Stored data:
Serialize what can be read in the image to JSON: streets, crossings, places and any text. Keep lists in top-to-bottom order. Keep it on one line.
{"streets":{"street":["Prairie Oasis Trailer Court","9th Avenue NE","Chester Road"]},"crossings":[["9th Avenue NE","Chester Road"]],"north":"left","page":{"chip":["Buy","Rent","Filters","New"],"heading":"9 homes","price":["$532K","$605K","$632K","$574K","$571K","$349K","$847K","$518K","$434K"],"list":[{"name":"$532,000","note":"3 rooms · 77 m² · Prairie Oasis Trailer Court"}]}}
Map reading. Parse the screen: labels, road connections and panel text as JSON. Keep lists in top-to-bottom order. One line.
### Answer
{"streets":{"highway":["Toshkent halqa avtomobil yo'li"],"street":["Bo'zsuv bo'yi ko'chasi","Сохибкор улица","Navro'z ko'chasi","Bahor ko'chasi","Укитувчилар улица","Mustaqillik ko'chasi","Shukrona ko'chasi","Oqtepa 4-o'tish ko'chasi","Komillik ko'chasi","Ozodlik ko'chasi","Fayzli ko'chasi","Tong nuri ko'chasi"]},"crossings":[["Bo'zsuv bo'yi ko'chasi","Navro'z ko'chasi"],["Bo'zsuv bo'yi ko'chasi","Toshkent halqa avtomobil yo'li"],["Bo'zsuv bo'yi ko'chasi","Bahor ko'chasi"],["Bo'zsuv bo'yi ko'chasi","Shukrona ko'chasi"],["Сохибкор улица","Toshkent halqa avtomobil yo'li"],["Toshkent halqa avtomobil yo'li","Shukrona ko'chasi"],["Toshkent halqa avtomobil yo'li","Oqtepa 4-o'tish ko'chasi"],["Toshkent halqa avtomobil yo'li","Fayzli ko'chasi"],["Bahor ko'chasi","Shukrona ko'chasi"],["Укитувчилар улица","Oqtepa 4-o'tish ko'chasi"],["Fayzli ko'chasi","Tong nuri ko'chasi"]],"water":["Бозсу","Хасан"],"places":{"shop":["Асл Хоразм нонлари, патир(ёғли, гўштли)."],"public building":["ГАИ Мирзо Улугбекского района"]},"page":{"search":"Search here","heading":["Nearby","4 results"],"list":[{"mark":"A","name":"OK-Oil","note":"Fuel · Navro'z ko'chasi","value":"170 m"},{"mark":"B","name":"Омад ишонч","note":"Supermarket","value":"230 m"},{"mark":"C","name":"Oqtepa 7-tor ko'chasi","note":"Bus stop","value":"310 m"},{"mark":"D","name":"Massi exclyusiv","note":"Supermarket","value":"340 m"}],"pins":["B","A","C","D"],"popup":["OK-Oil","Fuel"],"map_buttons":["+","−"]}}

--

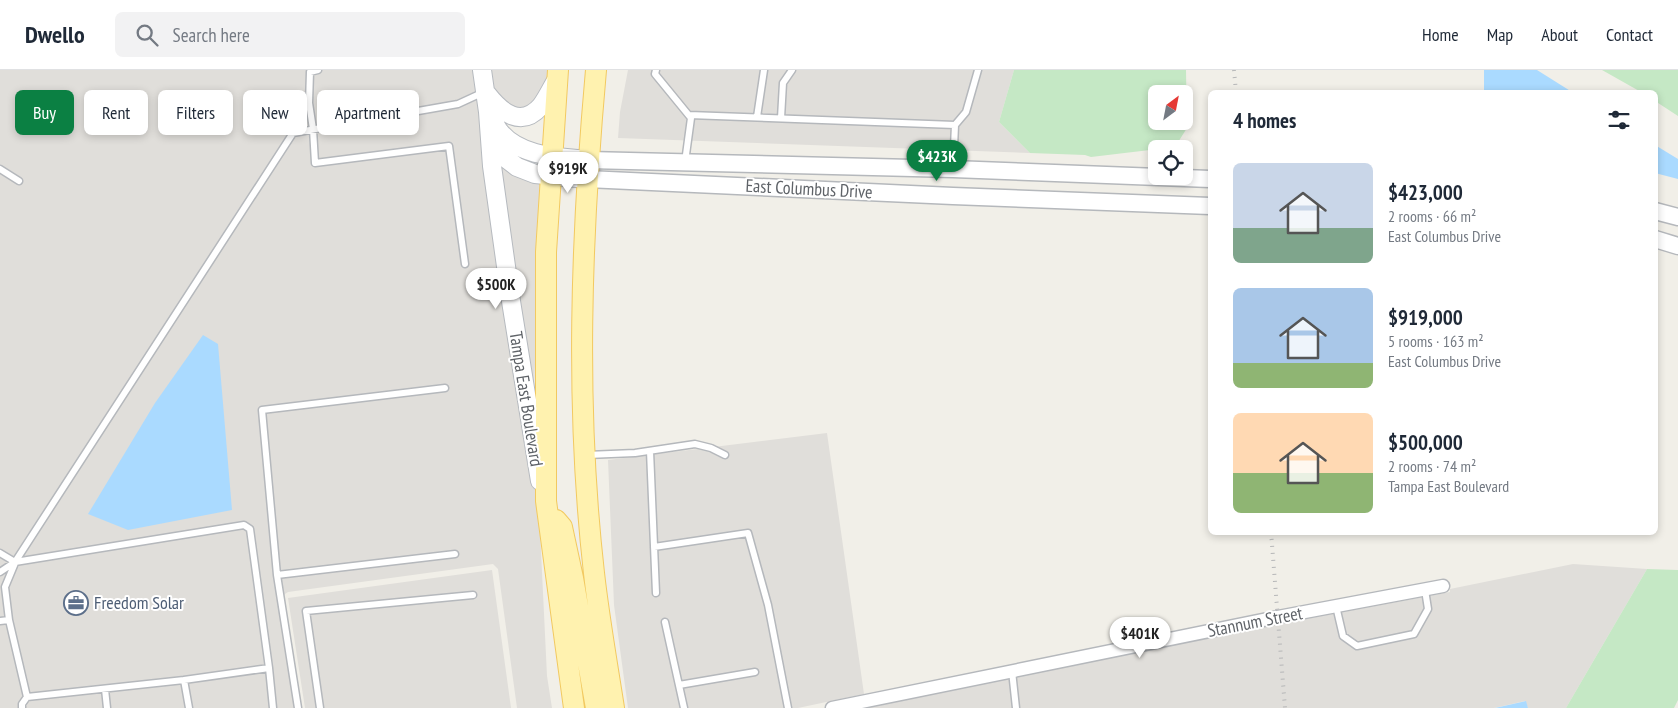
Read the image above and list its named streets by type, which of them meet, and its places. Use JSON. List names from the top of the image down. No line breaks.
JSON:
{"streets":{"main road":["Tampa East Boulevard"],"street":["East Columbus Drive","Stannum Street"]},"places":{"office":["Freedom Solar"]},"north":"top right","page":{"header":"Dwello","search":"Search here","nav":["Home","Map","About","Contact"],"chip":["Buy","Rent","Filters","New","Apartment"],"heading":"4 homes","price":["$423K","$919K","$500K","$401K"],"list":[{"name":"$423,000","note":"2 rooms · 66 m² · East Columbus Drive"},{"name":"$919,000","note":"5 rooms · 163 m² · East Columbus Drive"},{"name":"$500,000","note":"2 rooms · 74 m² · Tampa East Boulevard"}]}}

Your task:
Reproduce exactly the lines of the records above from the one with "Serialize what can" to the one with "Map reading. Parse", both included, and leave out everything else.

Written answer:
Serialize what can be read in the image to JSON: streets, crossings, places and any text. Keep lists in top-to-bottom order. Keep it on one line.
{"streets":{"street":["Prairie Oasis Trailer Court","9th Avenue NE","Chester Road"]},"crossings":[["9th Avenue NE","Chester Road"]],"north":"left","page":{"chip":["Buy","Rent","Filters","New"],"heading":"9 homes","price":["$532K","$605K","$632K","$574K","$571K","$349K","$847K","$518K","$434K"],"list":[{"name":"$532,000","note":"3 rooms · 77 m² · Prairie Oasis Trailer Court"}]}}
Map reading. Parse the screen: labels, road connections and panel text as JSON. Keep lists in top-to-bottom order. One line.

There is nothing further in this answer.